Review: Echo Hall

by Virginia Moffat
published by: Unbound, 2017

Echo Hall

Three generations of women are linked by repeating patterns of love, loss and conflict in times of war – the 1991 Gulf War, the 2nd World War and the 1st World War. This well-researched and very well written historical novel takes place in and near Echo Hall where the mysteries of thwarted love and disappointing relationships echo down the generations. In a climate of suffocating English reserve, women are kept in their place and silenced, while men go to war or are imprisoned for their pacifist beliefs. There are echoes of Wuthering Heights: love turns to obsession and bitterness, and the atmosphere of the novel is one of dark brooding and revenge. There is even a character called Earnshaw.

 

When Phoebe Flint visits Echo Hall in 2014 she begins to uncover the story of her family, the Flints (aptly named) who owned a stone quarry. Virginia Moffat has structured the novel in a very satisfying way: from the present we work our way back in time through the generations of Flints, to see the origins of all the sadness, then we travel back to the present again so that the story is resolved. A very pleasing arc.

 

The voices of each character are effectively evoked by mirroring the speech patterns of the appropriate time (1990s, 1940s and Edwardian). And there is just enough historical accuracy to make the story completely believable, rather than striving for effect by including too much detail, which often happens in historical fiction.

 

If I have a criticism, it’s that the book is overlong; as the layers of family loss repeat themselves and accumulate, rather than making the story more powerful, the tragic effect is dulled.
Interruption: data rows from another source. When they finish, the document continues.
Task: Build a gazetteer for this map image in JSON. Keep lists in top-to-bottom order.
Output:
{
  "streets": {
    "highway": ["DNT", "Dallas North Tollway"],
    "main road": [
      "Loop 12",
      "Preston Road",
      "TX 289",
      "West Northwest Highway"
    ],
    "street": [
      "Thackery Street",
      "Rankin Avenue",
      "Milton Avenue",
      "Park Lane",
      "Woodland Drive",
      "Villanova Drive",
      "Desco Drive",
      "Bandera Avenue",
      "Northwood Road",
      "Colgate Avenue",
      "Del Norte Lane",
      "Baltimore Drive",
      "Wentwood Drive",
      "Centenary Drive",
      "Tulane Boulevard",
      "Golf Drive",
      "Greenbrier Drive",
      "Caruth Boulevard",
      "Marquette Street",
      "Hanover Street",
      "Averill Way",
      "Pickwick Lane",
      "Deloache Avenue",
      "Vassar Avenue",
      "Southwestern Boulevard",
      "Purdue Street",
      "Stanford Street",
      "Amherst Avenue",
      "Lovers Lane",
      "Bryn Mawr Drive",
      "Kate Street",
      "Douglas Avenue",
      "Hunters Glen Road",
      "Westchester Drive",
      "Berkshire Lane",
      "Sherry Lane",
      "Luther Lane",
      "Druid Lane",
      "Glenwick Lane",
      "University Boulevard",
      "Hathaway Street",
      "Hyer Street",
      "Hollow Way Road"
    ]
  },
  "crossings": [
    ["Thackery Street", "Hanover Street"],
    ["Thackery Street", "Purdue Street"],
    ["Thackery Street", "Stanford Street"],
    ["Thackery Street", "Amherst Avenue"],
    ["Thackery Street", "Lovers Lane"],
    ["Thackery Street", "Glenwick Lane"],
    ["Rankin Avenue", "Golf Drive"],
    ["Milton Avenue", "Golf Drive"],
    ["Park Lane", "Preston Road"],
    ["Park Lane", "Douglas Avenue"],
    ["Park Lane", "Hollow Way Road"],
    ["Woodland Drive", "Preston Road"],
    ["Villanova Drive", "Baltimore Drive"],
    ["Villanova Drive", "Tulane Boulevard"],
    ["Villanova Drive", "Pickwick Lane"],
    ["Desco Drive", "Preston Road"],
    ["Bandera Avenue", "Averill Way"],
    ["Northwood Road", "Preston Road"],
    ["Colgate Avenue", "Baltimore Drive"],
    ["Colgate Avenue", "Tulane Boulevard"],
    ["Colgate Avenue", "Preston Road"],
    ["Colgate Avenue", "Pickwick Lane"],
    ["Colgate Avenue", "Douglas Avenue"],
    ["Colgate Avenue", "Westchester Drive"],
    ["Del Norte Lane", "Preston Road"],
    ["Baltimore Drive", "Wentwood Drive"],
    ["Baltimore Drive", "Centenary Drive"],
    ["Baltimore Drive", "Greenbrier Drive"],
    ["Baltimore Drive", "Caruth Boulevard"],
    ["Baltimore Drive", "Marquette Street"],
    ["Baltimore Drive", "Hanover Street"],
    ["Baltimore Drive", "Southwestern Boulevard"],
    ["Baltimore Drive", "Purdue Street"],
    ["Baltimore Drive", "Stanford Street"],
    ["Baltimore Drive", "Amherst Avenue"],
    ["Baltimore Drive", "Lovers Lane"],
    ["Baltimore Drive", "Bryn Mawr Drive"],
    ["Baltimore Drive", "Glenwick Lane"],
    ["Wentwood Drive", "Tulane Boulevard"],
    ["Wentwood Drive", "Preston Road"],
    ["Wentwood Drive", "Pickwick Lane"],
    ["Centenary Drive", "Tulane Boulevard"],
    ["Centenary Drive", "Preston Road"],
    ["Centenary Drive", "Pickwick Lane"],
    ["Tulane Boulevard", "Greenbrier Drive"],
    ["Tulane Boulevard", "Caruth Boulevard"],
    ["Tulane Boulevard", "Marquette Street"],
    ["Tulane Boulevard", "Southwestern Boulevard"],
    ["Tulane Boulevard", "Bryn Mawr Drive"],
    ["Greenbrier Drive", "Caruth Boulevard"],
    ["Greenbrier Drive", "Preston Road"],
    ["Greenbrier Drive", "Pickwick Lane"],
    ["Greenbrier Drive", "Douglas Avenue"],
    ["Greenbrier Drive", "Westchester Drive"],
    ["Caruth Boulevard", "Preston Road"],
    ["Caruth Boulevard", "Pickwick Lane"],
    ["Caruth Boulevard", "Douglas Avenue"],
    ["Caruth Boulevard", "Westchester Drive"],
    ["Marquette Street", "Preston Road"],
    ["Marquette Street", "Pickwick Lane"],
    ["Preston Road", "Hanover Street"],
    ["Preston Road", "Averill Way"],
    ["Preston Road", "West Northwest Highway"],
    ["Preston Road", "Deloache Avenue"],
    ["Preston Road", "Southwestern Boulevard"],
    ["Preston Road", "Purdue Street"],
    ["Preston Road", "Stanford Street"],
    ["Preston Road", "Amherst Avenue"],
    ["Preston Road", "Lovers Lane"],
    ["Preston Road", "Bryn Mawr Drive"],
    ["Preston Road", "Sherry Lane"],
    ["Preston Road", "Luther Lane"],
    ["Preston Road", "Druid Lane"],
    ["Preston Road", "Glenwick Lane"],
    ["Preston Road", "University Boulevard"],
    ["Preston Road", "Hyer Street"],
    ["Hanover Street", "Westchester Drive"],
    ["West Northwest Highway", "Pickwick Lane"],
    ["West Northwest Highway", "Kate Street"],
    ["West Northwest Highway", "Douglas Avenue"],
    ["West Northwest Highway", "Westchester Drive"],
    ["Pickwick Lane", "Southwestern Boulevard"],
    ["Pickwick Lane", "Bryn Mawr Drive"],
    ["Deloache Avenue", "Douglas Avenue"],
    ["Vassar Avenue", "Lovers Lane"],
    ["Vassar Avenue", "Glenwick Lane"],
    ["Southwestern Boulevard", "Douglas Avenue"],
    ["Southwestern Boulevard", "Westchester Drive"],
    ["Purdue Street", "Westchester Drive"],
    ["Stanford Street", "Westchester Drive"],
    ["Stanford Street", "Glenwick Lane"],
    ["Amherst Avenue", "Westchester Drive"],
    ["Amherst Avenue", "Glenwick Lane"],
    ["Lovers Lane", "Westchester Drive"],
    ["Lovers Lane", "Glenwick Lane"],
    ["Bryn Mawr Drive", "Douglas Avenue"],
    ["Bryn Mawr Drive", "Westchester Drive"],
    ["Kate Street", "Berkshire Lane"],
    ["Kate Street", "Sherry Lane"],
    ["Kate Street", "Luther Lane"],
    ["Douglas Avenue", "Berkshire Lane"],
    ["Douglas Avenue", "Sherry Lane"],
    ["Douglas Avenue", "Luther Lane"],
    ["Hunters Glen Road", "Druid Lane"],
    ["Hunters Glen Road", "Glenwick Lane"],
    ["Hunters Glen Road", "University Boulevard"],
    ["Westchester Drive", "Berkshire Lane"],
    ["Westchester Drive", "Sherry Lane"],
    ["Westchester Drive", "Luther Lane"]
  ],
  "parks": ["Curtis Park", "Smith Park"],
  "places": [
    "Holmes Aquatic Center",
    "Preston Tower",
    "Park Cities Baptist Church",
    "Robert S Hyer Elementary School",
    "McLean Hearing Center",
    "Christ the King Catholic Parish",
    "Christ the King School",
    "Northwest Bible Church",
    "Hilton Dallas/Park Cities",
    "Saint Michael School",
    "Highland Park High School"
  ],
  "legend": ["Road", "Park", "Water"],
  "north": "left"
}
The repetition also means characters from each generation tend to blur. Initially I saw this as a fault, but on reflection this demonstrates just how effective the echoes of the tragedy are.

 

Overall Echo Hall is a good, historical family saga with some memorable scenes: the sudden death of a spouse, the delivery of a baby without medical assistance and the shared pleasure of watching a meteor shower. It is a story to read at a leisurely pace, to enjoy the gradual accumulation of sadness and the discovery of how misunderstandings happen.